── Provided records
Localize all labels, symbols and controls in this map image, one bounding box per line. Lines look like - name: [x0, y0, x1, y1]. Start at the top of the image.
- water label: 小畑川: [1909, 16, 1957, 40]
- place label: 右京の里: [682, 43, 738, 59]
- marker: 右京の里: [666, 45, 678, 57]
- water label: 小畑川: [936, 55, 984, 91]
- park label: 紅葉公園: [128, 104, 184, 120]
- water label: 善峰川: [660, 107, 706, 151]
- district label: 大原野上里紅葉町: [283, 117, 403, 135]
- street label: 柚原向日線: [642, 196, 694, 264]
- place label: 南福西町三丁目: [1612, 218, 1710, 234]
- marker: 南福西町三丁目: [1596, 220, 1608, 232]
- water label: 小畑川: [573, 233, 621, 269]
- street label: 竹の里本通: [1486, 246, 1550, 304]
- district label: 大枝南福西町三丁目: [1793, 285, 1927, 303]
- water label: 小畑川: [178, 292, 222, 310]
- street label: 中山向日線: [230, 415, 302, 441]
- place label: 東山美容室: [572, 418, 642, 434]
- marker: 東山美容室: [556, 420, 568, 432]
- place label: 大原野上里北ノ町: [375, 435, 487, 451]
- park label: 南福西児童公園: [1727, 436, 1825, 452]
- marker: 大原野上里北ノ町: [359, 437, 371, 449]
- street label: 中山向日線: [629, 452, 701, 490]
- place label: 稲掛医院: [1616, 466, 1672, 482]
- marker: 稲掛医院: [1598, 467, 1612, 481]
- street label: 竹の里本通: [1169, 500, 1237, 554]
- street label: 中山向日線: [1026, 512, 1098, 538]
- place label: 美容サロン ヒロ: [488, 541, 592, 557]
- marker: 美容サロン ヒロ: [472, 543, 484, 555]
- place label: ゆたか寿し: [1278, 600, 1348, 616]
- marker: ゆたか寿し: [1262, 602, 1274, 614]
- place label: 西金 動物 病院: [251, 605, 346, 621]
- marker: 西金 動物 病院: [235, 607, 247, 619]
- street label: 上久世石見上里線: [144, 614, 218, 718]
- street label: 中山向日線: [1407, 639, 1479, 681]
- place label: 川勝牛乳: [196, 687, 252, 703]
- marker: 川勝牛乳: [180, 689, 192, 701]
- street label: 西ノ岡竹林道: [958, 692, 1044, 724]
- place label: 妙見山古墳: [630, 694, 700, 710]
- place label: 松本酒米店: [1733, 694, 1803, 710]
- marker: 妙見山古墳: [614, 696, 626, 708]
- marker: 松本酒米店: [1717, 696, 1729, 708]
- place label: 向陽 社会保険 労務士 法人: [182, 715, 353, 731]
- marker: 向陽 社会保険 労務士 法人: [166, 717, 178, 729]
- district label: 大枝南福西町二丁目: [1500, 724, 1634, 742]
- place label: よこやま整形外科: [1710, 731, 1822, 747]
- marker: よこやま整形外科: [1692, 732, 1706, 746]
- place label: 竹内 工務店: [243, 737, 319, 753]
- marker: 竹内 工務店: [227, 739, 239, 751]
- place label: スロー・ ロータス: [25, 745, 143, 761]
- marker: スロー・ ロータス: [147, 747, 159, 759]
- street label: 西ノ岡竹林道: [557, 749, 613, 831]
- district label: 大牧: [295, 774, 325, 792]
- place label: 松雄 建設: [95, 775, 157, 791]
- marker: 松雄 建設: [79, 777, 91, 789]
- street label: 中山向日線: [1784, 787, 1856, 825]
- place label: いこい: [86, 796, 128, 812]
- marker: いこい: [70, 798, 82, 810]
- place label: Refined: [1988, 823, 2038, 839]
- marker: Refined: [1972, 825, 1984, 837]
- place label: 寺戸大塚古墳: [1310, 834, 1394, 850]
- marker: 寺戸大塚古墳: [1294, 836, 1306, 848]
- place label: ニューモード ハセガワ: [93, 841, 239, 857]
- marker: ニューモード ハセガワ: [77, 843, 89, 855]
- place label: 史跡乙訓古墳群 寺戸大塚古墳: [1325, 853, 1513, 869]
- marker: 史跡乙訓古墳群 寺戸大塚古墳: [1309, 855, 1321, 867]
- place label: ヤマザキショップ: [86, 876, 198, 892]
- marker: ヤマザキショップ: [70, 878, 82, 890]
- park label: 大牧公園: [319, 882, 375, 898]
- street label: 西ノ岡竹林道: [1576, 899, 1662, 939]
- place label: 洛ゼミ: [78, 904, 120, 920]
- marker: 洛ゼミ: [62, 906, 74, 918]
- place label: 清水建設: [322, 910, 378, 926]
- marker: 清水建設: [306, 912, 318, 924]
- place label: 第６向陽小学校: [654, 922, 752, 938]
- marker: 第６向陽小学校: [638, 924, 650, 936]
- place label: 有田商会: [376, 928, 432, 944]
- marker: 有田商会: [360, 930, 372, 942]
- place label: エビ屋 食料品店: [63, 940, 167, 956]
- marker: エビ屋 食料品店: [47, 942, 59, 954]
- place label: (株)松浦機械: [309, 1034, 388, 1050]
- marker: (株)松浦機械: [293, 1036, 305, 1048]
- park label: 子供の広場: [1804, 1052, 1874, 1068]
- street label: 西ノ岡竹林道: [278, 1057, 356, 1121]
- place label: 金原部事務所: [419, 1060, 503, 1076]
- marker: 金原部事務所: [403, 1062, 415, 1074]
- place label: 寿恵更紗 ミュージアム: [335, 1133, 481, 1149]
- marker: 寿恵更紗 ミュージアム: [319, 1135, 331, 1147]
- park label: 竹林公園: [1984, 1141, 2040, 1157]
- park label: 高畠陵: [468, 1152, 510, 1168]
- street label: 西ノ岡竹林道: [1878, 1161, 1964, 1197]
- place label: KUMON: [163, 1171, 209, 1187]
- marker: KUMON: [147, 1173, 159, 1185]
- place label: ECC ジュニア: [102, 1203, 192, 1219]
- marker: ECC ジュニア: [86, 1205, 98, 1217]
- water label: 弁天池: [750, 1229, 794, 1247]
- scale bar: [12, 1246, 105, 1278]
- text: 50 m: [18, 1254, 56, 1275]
────
### Your instructions
Return all lines from the data that include the string "大原野上里北ノ町".

### Solution
- place label: 大原野上里北ノ町: [375, 435, 487, 451]
- marker: 大原野上里北ノ町: [359, 437, 371, 449]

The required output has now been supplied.